Ende Februar lese ich in der Zeitung, dass Claude Goretta gestorben ist. Seinen Namen habe ich zuvor nie gehört. Trotzdem, instinktiv, ist mein Interesse geweckt. Ich weiß nicht, warum. Weder gibt es einen besonderen Bezug zur Schweiz bei mir, noch zum Schweizer Film. Vielleicht hat mir auch einfach nur dieser Name gefallen. Er klingt französisch und italienisch zugleich, streng, edel, dennoch leicht. Ich finde heraus, dass 2017 im Marburger Schüren Verlag ein Buch über Claude Goretta erschienen ist, es heißt Der empathische Blick und stammt von Martin Walder. Der Titel gibt mir das Gefühl, auf der richtigen Spur zu sein. Und so bestelle ich es.

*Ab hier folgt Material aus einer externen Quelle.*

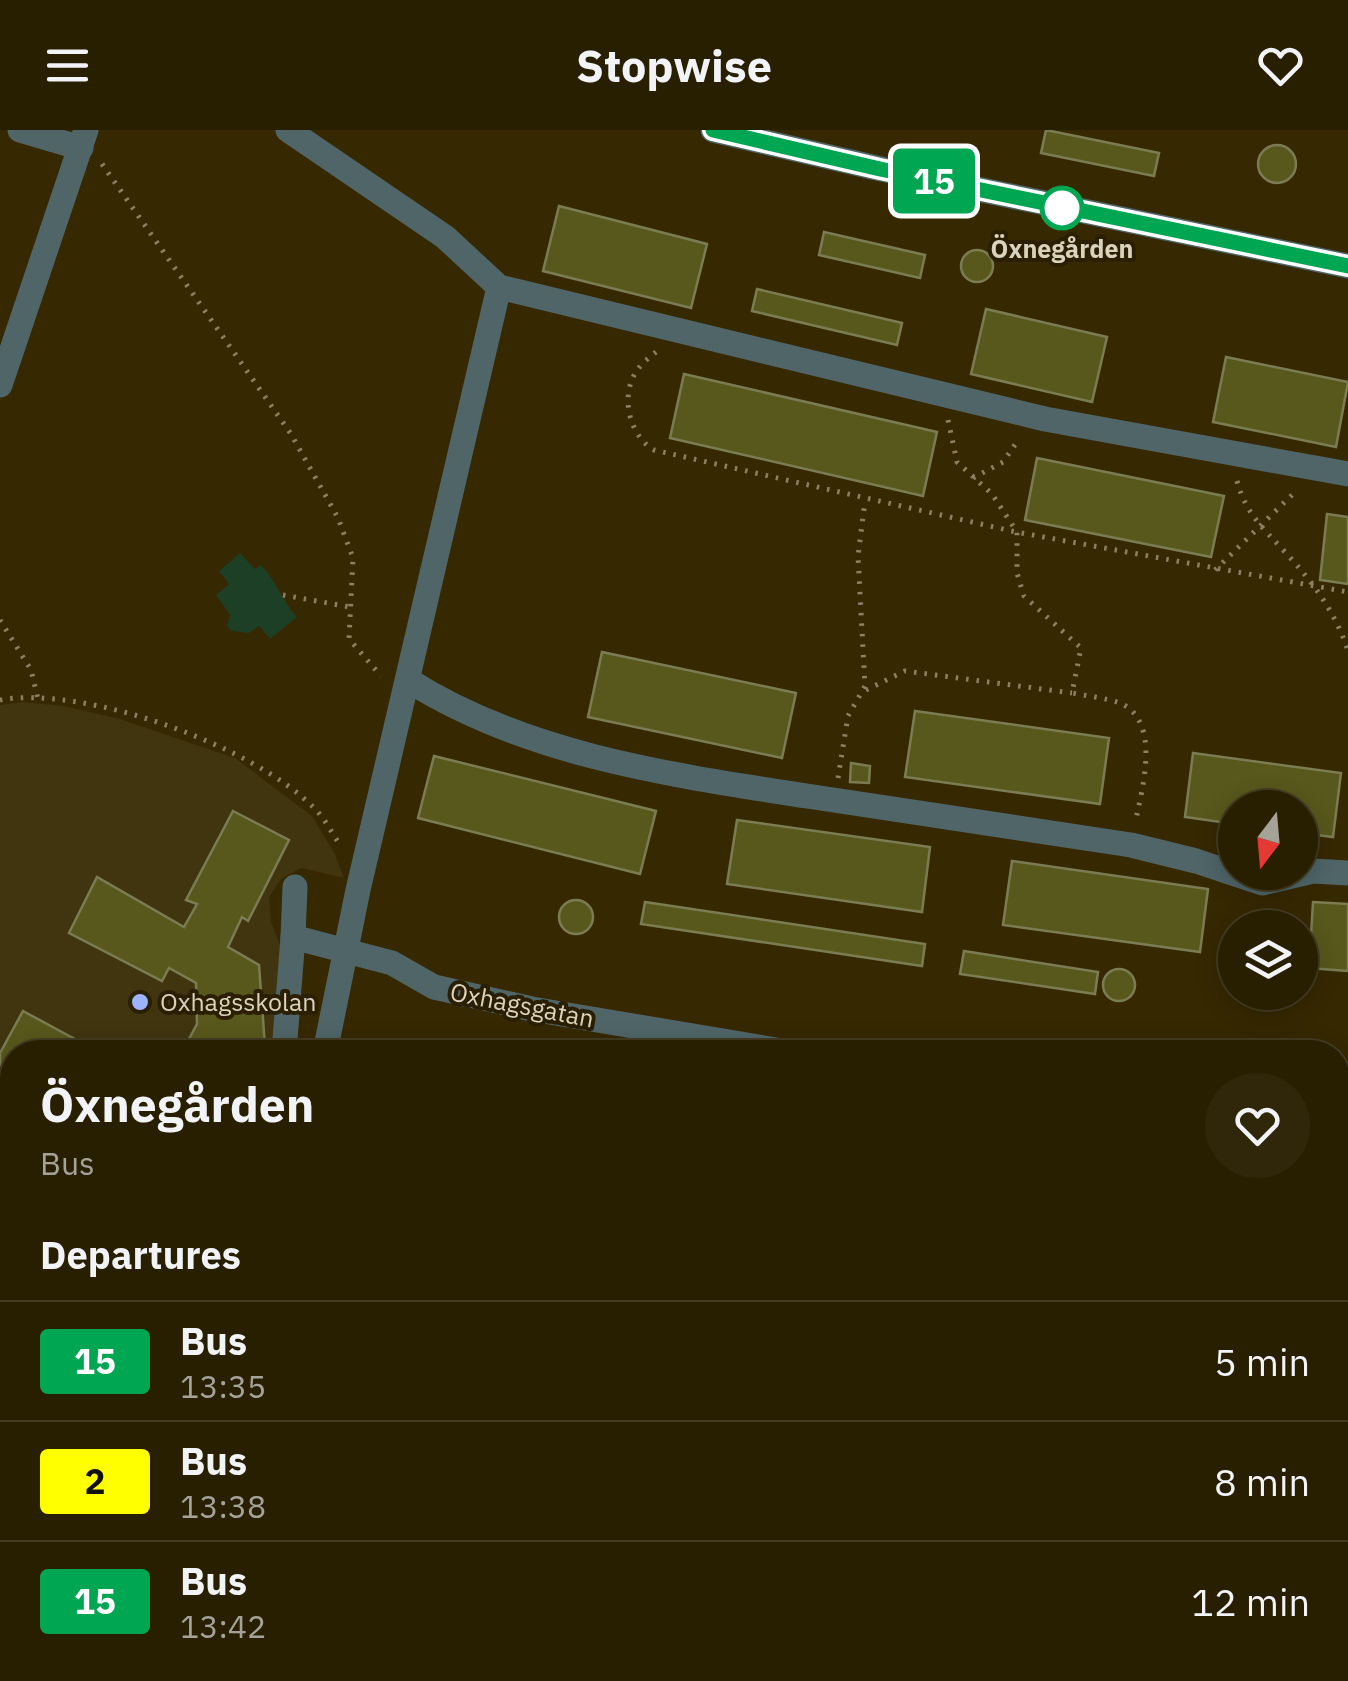 <!DOCTYPE html>
<meta charset="utf-8">
<style>
:root{--surface:#281e00;--page:#30270a;--text:#f1f3f6;--muted:#a5a299;--line:#443c22}
body{margin:0;font-family:"IBM Plex Sans",sans-serif;background:var(--page);color:var(--text);height:100vh;display:flex;flex-direction:column;font-size:38px;white-space:nowrap}
*{box-sizing:border-box;margin:0}
p{font-size:32px;color:var(--muted)}
.icon{flex:none;width:55px;height:55px;fill:none;stroke:currentColor;stroke-width:2;stroke-linecap:round;stroke-linejoin:round}
.map{position:relative;flex:1;overflow:hidden}
.drawer{position:absolute;left:0px;top:910px;width:1350px;height:642px;display:flex;flex-direction:column;background:var(--surface);border-radius:40px 40px 0 0;box-shadow:0 5px 25px #0003,0 0 0 2px var(--line)}
.drawer>*{flex:none}
.badge{padding:0 20px;border-radius:8px;font-size:35px;line-height:65px}
.needle{width:65px;rotate:196deg}
.fabs{position:absolute;left:1218px;top:660px;display:grid;gap:20px}
.fabs a{display:grid;place-items:center;width:100px;height:100px;border-radius:50%;background:var(--surface);box-shadow:0 5px 25px #0003,0 0 0 2px var(--line);font-size:50px}
.map>.badge{position:absolute;translate:-50% -50%;box-shadow:0 0 0 5px #fff}
h2{padding:0 40px;font-size:38px;line-height:90px}
.round{display:grid;place-items:center;flex:none;width:105px;height:105px;border-radius:52px;background:var(--page)}
.head{display:flex;align-items:center;justify-content:space-between;height:170px;padding:0 40px}
h1{font-size:48px;font-weight:700;line-height:75px}
ul{padding:0;list-style:none}
li{display:flex;align-items:center;gap:30px;height:120px;padding:0 40px;border-top:2px solid var(--line)}
li div{flex:1}
li b{display:block;font-size:38px}
li em{font-style:normal}
li .badge{min-width:110px;font-weight:700;text-align:center}
header{display:flex;justify-content:space-between;align-items:center;height:130px;padding:0 40px;background:var(--surface);font-size:45px;font-weight:700}
.map>svg:first-child{display:block}
.built{fill:#40350f}
.green{fill:#1d3f25}
.building{fill:#58581c;stroke:#7b7c53;stroke-width:2.5}
.lines{fill:none;stroke-linecap:round;stroke-linejoin:round}
.path{stroke:#8b8062;stroke-width:5;stroke-dasharray:2.5 8;stroke-linecap:butt}
.minor{stroke:#4f6568;stroke-width:25}
.line-casing{stroke:#fff;stroke-width:22}
.line{stroke:#00a651;stroke-width:15}
.stop-dot{fill:#fff;stroke:#00a651;stroke-width:5}
.poi-dot{fill:#9cb4fd;stroke:#2a1f02;stroke-width:4}
.labels{text-anchor:middle;stroke-width:8;stroke-linejoin:round;paint-order:stroke}
.stop-label{font-size:25px;font-weight:bold;fill:#dad2bd;stroke:#2a1f02}
.poi-label{font-size:25px;fill:#dad2bd;stroke:#2a1f02;text-anchor:start}
.street-label{font-size:25px;fill:#dad2bd;stroke:#2a1f02}
</style>
<header><svg class="icon" aria-label="menu" viewBox="0 0 24 24"><path d="M4 6h16M4 12h16M4 18h16"/></svg>Stopwise<svg class="icon" aria-label="heart" viewBox="0 0 24 24"><path d="M12 20l-8-8c-3-5 5-10 8-4 3-6 11-1 8 4z"/></svg></header>
<div class="map">
<svg width="1348" height="1551" viewBox="0 0 1348 1551">
<rect width="100%" height="100%" fill="#362800"/>
<!-- built -->
<polygon class="built" points="23,572 63,576 120,589 235,628 312,686 335,724 344,748 301,738 281,749 269,767 271,792 283,822 278,922 12,922 12,1184 0,1168 0,575"/>
<!-- green -->
<path class="green" d="M240 423 255 439 261 435C278 454 282 470 297 487L270 509 259 496 249 503 231 501 227 495 230 485 216 465 229 454 219 441Z"/>
<!-- building -->
<g class="building">
<polygon points="1046,0 1159,23 1154,46 1041,23"/>
<circle cx="1277" cy="34" r="19"/>
<polygon points="559,76 707,114 691,178 543,141"/>
<polygon points="824,102 925,125 920,148 819,125"/>
<circle cx="977" cy="136" r="16"/>
<polygon points="757,159 902,193 897,215 752,181"/>
<polygon points="986,179 1107,207 1092,272 971,244"/>
<polygon points="1226,227 1348,252 1336,317 1213,292"/>
<polygon points="684,244 937,302 923,366 670,308"/>
<polygon points="1037,328 1224,366 1211,427 1025,390"/>
<polygon points="1327,384 1348,387 1348,454 1320,450"/>
<polygon points="602,522 796,563 782,628 588,587"/>
<polygon points="915,581 1109,608 1100,674 905,647"/>
<polygon points="1193,623 1341,643 1333,707 1300,703 1300,678 1235,678 1235,694 1185,687"/>
<polygon points="434,626 656,681 640,744 418,688"/>
<polygon points="851,633 870,636 869,653 850,652"/>
<polygon points="233,681 289,710 248,791 242,787 228,817 259,835 265,916 258,914 254,922 182,922 197,894 196,853 169,838 162,851 69,803 97,747 184,797 197,774 186,770"/>
<polygon points="737,690 930,717 922,782 727,754"/>
<polygon points="1012,731 1208,759 1200,822 1003,795"/>
<circle cx="576" cy="787" r="17"/>
<polygon points="645,772 925,814 922,836 641,794"/>
<polygon points="1313,772 1348,774 1348,841 1309,838"/>
<polygon points="964,821 1098,842 1095,864 960,844"/>
<circle cx="1119" cy="855" r="16"/>
<polygon points="23,881 99,922 12,922 12,1027 0,1020 0,923"/>
<polygon points="1338,1104 1347,1105 1342,1169 1338,1168"/>
<polygon points="1338,1242 1348,1243 1348,1303 1338,1302"/>
<polygon points="331,1540 365,1540 431,1551 329,1551"/>
<polygon points="789,1540 846,1540 845,1551 802,1548 803,1545"/>
<polygon points="867,1540 1097,1540 1096,1551 906,1551 866,1547"/>
<polygon points="1131,1540 1170,1542 1169,1551 1130,1551"/>
<polygon points="1207,1542 1246,1545 1245,1551 1207,1551"/>
</g>
<g class="lines">
<!-- path -->
<g class="path">
<polyline points="102,34 291,304 338,388 353,428 349,509 381,546"/>
<path d="M656 222C650 227 642 233 638 239 619 264 629 306 654 320L1016 402 1348 462"/>
<path d="M948 290 957 332 992 364 1017 402V443L1024 466 1081 518 1072 563C1087 566 1106 568 1120 573 1162 591 1142 660 1135 693"/>
<polyline points="973,348 1003,332 1019,309"/>
<path d="M1237 351C1246 384 1263 398 1285 422 1312 451 1336 483 1348 521"/>
<polyline points="1215,440 1296,361"/>
<polyline points="283,465 350,477"/>
<polyline points="0,490 31,540 38,569"/>
<polyline points="866,560 905,541 1072,563"/>
<path d="M0 570C85 555 254 616 314 678 325 688 332 704 341 716"/>
<polyline points="838,648 848,586 865,556 858,426 865,371"/>
<polyline points="0,1307 12,1310"/>
<polyline points="1338,1315 1348,1315"/>
<polyline points="1338,1482 1348,1482"/>
<polyline points="287,1551 290,1540"/>
<polyline points="526,1551 527,1540"/>
<polyline points="1122,1551 1123,1540"/>
</g>
<!-- minor -->
<g class="minor">
<polyline points="20,0 81,18"/>
<polyline points="288,0 445,107 499,157 1045,289 1348,344"/>
<polyline points="713,0 881,39 1348,136"/>
<polyline points="0,255 86,0"/>
<path d="M408 550C526 625 671 645 807 666 915 683 1023 699 1131 715L1196 731 1262 753 1313 741 1348 743"/>
<polyline points="293,807 295,757"/>
<polyline points="284,922 293,807 392,833 434,857 532,879 788,922"/>
<polyline points="325,922 358,760 499,157"/>
<polyline points="1338,992 1348,993"/>
<polyline points="1338,1215 1348,1216"/>
<polyline points="629,1540 721,1551"/>
<polyline points="148,1550 151,1551"/>
</g>
</g>
<g class="lines">
<defs>
<polyline id="line" points="713,0 880,39 1348,136"/>
</defs>
<!-- line casing -->
<use href="#line" class="line-casing"/>
<!-- line -->
<use href="#line" class="line"/>
</g>
<!-- markers -->
<circle class="stop-dot" cx="1062" cy="78" r="20"/>
<circle class="poi-dot" cx="140" cy="872" r="10"/>
<g class="labels">
<!-- stop labels -->
<g class="stop-label">
<text x="1062" y="128">Öxnegården</text>
</g>
<!-- poi labels -->
<g class="poi-label">
<text x="160" y="881">Oxhagsskolan</text>
</g>
<!-- street labels -->
<g class="street-label">
<text transform="translate(522 875) rotate(11)" y="9">Oxhagsgatan</text>
</g>
</g>
</svg>
<div class="fabs">
<a><svg class="needle" viewBox="-14 -14 28 28"><path d="M0-13l5 13h-10z" fill="#e53935"/><path d="M0 13l5-13h-10z" fill="#a5a299"/></svg></a>
<a><svg class="icon" aria-label="layers" viewBox="0 0 24 24"><path d="M12 4l9 5-9 5-9-5zM3 14l9 5 9-5"/></svg></a>
</div>
<b class="badge" style="left:934px;top:51px;background:#00a651;color:#fff">15</b>
<section class="drawer">
<div class="head"><div><h1>Öxnegården</h1><p>Bus</p></div><a class="round"><svg class="icon" aria-label="heart" viewBox="0 0 24 24"><path d="M12 20l-8-8c-3-5 5-10 8-4 3-6 11-1 8 4z"/></svg></a></div>
<h2>Departures</h2>
<ul>
<li><span class="badge" style="background:#00a651;color:#fff">15</span><div><b>Bus</b><p>13:35</p></div><em>5 min</em></li>
<li><span class="badge" style="background:#ff0;color:#111">2</span><div><b>Bus</b><p>13:38</p></div><em>8 min</em></li>
<li><span class="badge" style="background:#00a651;color:#fff">15</span><div><b>Bus</b><p>13:42</p></div><em>12 min</em></li>
</ul>
</section>
</div>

Walders erster Satz im Buch lautet: «Sie werden oft im gleichen Atemzug genannt: die drei Genfer Claude Goretta, Michel Soutter und Alain Tanner.» Und der letzte: «Seine Poetik der Wahrnehmung, des Details, des empathischen Blicks versteht sich als eine der Nachhaltigkeit.» Zwischen den beiden Sätzen sind die Lebensjahre seit 1929 aufgespannt, Gorettas Geburtsjahr. Das Buch ist fluide, eine dichte und kleinteilige Aneinanderreihung verschiedener Texte, die sich thematisch und chronologisch zu Claude Gorettas Werk verhalten, das sein Leben ist. Walders Standpunkt ist informiert und persönlich. Persönlich vor allem, wenn er über Gorettas Filme schreibt.

Ich lese lange in dem Buch, bevor ich überhaupt den ersten Film zu sehen bekomme. Grund dafür ist die große Schwierigkeit, sich Zugang zu Gorettas Filmen zu verschaffen. Eine ganze Weile kann niemand helfen. Dann irgendwann doch. Die Dateien fliegen auf meinen Computer. Nicht viele, aber sie sind ausreichend, um einen Eindruck zu gewinnen. In Köln leiht sich jemand eine DVD und kopiert sie mir. Und in der Schweiz lasse ich mir eine DVD-Box bestellen, was mir selbst nicht möglich ist, da Deutschland als Bestellland keine Option ist. Diese Box ist drei Wochen unterwegs. Und als sie dann endlich eintrifft, muss ich beim Paketzusteller auch noch elf Euro Zoll abdrücken. Eigentlich habe ich, spätestens jetzt, gar keine Lust mehr auf diese Schweiz.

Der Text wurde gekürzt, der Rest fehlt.